Los tercios españoles que lucharon en Flandes —lo que hoy son los Países Bajos, Bélgica, Luxemburgo y la región francesa de Artois— intentaron evitar la independencia de estos territorios, que querían separarse de la Corona española, algo que finalmente consiguieron. La conocida también como Guerra de los 80 años terminó a mediados del siglo XVII y en ella participaron una media de 65.000 soldados españoles que, para combatir el frío en esas regiones centroeuropeas, iban ataviados con mantas de Grazalema. Esta anécdota es una buena muestra de la importancia y honda tradición textil de la zona, que se mantiene hoy día, aunque mucho más atenuada.

La pequeña localidad de Grazalema, que cuenta con poco más de 2.000 habitantes, tenía más de 9.000 a finales del siglo XIX, cuando la industria de la lana sostenía la economía del pueblo. De hecho, trabajaban en ella unas 4.000 personas, casi la mitad de la población, en las diez fábricas que existían por aquel entonces. Hasta el Rey Felipe V otorgó privilegios a los fabricantes textiles. “Por ello se puede apreciar la grandísima importancia que tuvo este pueblo desde tiempos antiguos como centro eminentemente fabril hasta hace algunos años en que, por desgracia, ha decaído”, escribía Romero de Torres en referencia a la importancia de este sector en el municipio.

Ahora solo sobrevive una fábrica, Artesanía textil de Grazalema, que sigue haciendo mantas, ponchos, bufandas o chales de forma artesanal. La lana, de ovejas merinas, y de una gran calidad gracias al clima húmedo de la zona —es uno de los municipios donde más llueve de España—, permite que el pasto sea bastante abundante y las ovejas críen un magnífico pelo que luego convierten en ropa de abrigo.

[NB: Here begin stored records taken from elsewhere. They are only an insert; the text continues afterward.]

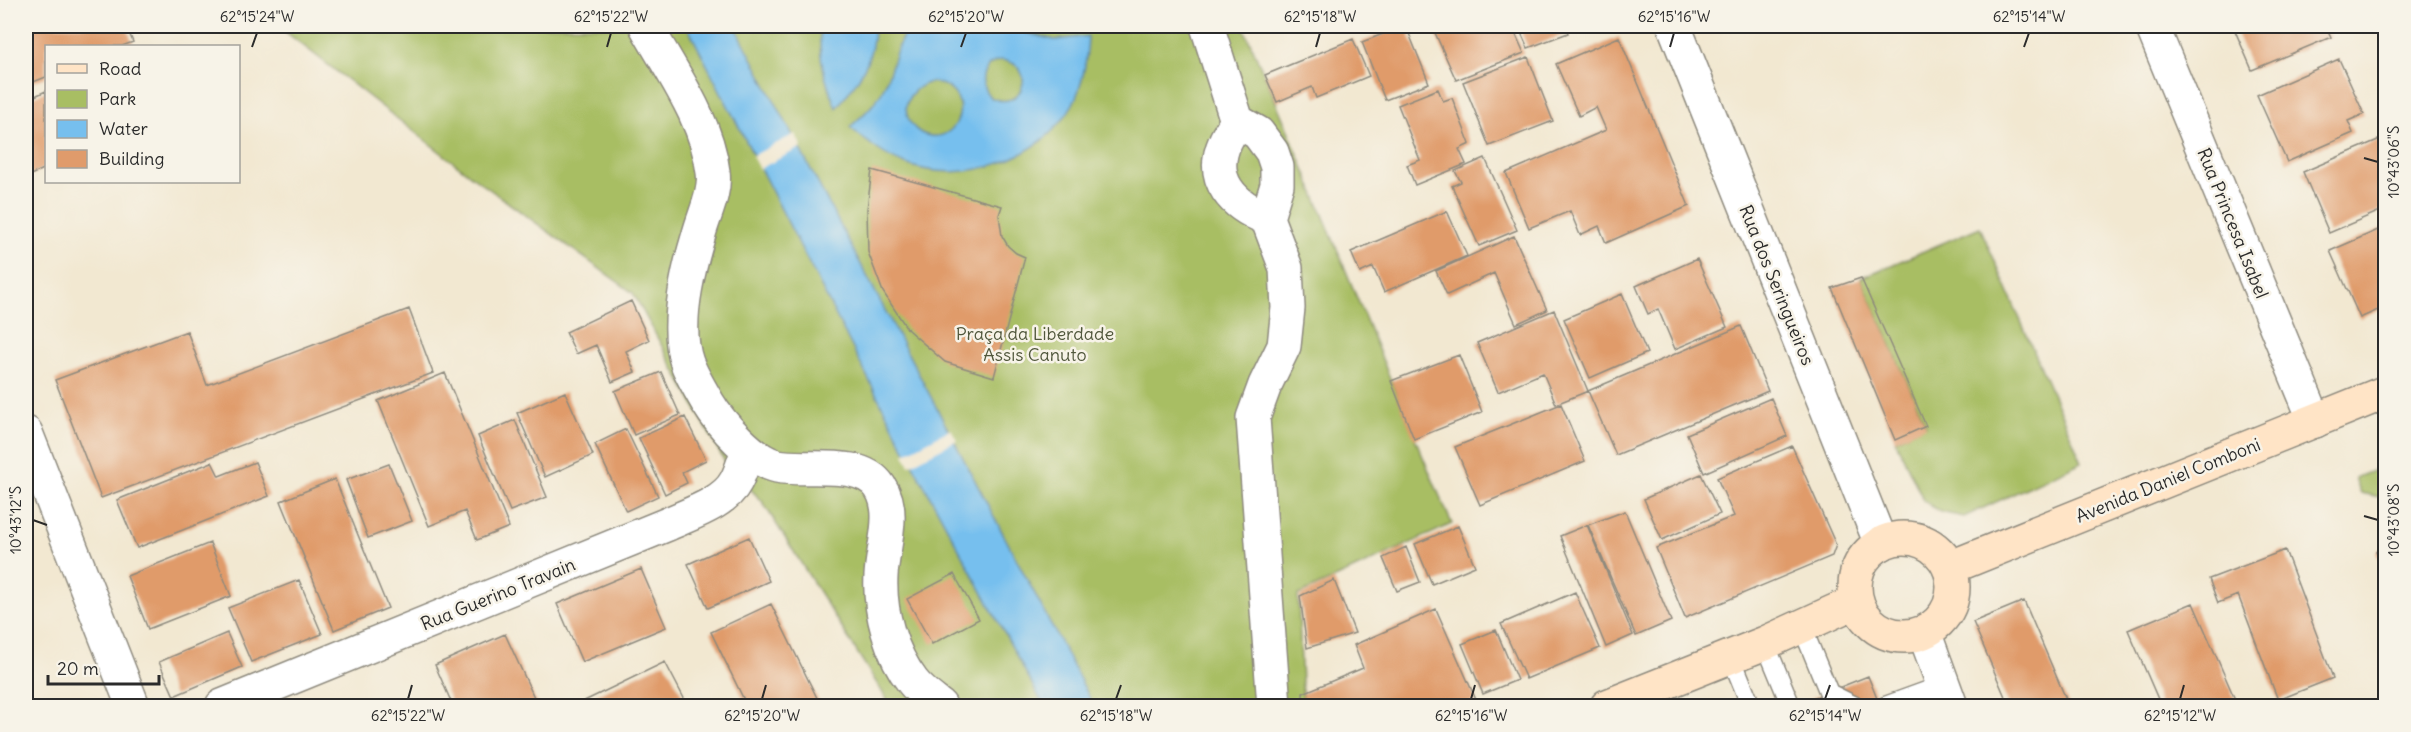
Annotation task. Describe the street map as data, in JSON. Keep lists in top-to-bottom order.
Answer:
{
  "streets": {
    "street": [
      "Rua Princesa Isabel",
      "Rua dos Seringueiros",
      "Avenida Daniel Comboni",
      "Rua Guerino Travain"
    ]
  },
  "crossings": [
    ["Rua Princesa Isabel", "Avenida Daniel Comboni"],
    ["Rua dos Seringueiros", "Avenida Daniel Comboni"]
  ],
  "parks": ["Praça da Liberdade Assis Canuto"],
  "legend": [
    "Road",
    "Park",
    "Water",
    "Building"
  ],
  "scale_bar": "20 m",
  "coordinates": [
    "62°15'24\"W",
    "62°15'22\"W",
    "62°15'20\"W",
    "62°15'18\"W",
    "62°15'16\"W",
    "62°15'14\"W",
    "10°43'06\"S",
    "10°43'12\"S",
    "10°43'08\"S",
    "62°15'12\"W"
  ]
}
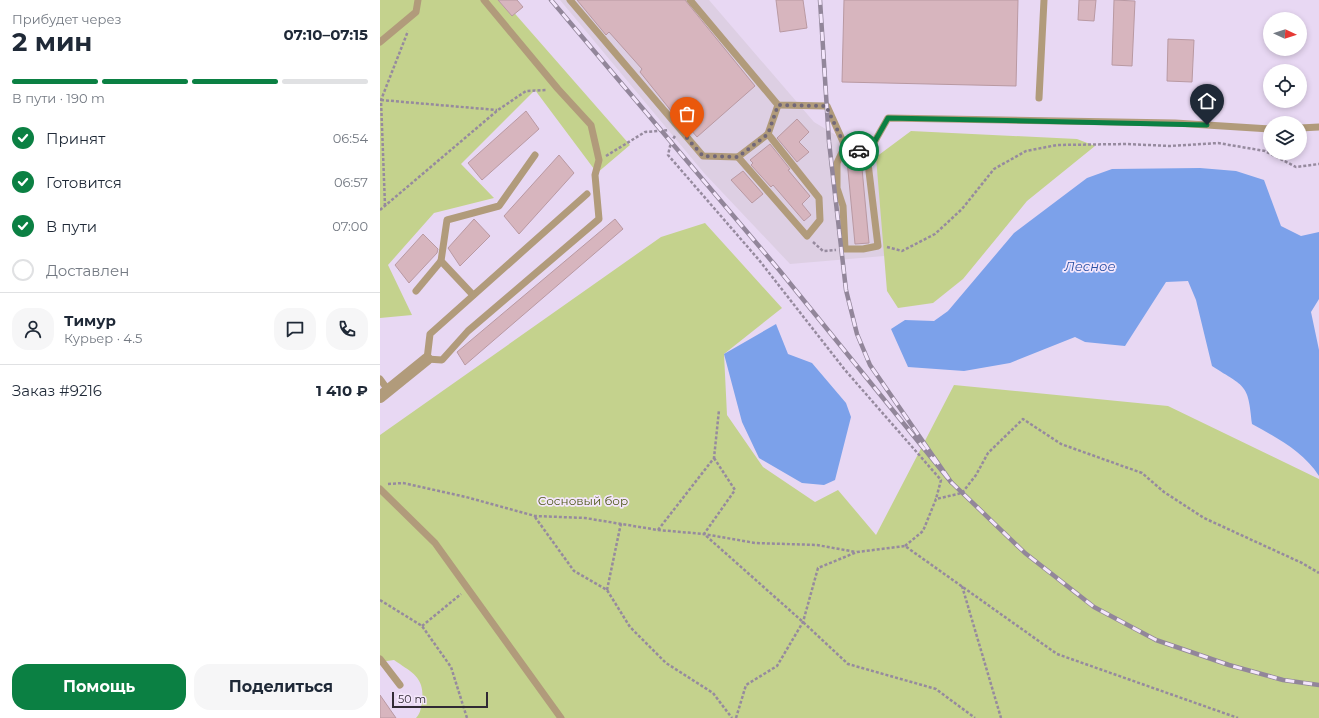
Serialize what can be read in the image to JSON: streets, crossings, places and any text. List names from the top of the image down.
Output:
{
  "water": ["Лесное"],
  "parks": ["Сосновый бор"],
  "scale_bar": "50 m",
  "north": "right",
  "page": {
    "heading": ["2 мин", "Прибудет через", "07:10–07:15"],
    "panel": [
      "Тимур",
      "Курьер · 4.5",
      "Заказ #9216",
      "1 410 ₽"
    ],
    "bar": "В пути · 190 m",
    "list": [
      ["Принят", "06:54"],
      ["Готовится", "06:57"],
      ["В пути", "07:00"],
      "Доставлен"
    ],
    "buttons": ["Помощь", "Поделиться"],
    "scale": "50 m"
  }
}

Mario Sánchez forma parte de la cuarta generación de productores de mantas de la única fábrica que se mantiene, a las afueras del pueblo. Allí está desde los años 40 del siglo pasado, cuando Vicente Narváez decidió, con la llegada de la energía eléctrica a la localidad, ampliar las instalaciones —llevaba produciendo mantas desde 1908— y trasladar la fábrica de hilados y tejidos de lana Nuestra Señora del Carmen, de la que se conservan los rótulos en la entrada al recinto. Luego tomó el relevo José Mario Sánchez Román, abuelo de Mario y sobrino de Vicente, que creó la actual Artesanía textil de Grazalema SA en 1986, incorporando los primeros telares mecánicos. Su hijo, José Mario Sánchez Campuzano, padre de Mario, tomó el relevo en 1995 y se mantiene hasta hoy día.

“Esto es historia del pueblo”, dice Mario durante la visita a las instalaciones, unas naves que tienen más de 100 años de antigüedad. Como alguna de la maquinaria que todavía conservan, como un batán del siglo XIX —que golpea los tejidos con unos mazos de madera húmedos para compactarlas y que ganen en calidad y resistencia—, que cuidan con mimo. “Oyeron un gran estruendo similar a un gran salto de agua. Sancho sintió miedo porque además se empezaban a oír los golpes de unos hierros y cadenas que rítmicamente golpeaban algo...”, así describía Miguel de Cervantes en El Quijote el sonido que produce esta maquinaria

Además, la fábrica de mantas de Grazalema también tiene un tren de cardaje —para sacar el pelo a los tejidos—, la maquinaria de hilatura, telares de madera —que perfilan el dibujo— y perchas de cardos naturales —para quitar el pelo sobrante—. Los flecos se hacen a mano, enrollando la tela en la palma de la mano y haciendo un nudo al final, algo que marca la denominación de origen de las mantas grazalemeñas.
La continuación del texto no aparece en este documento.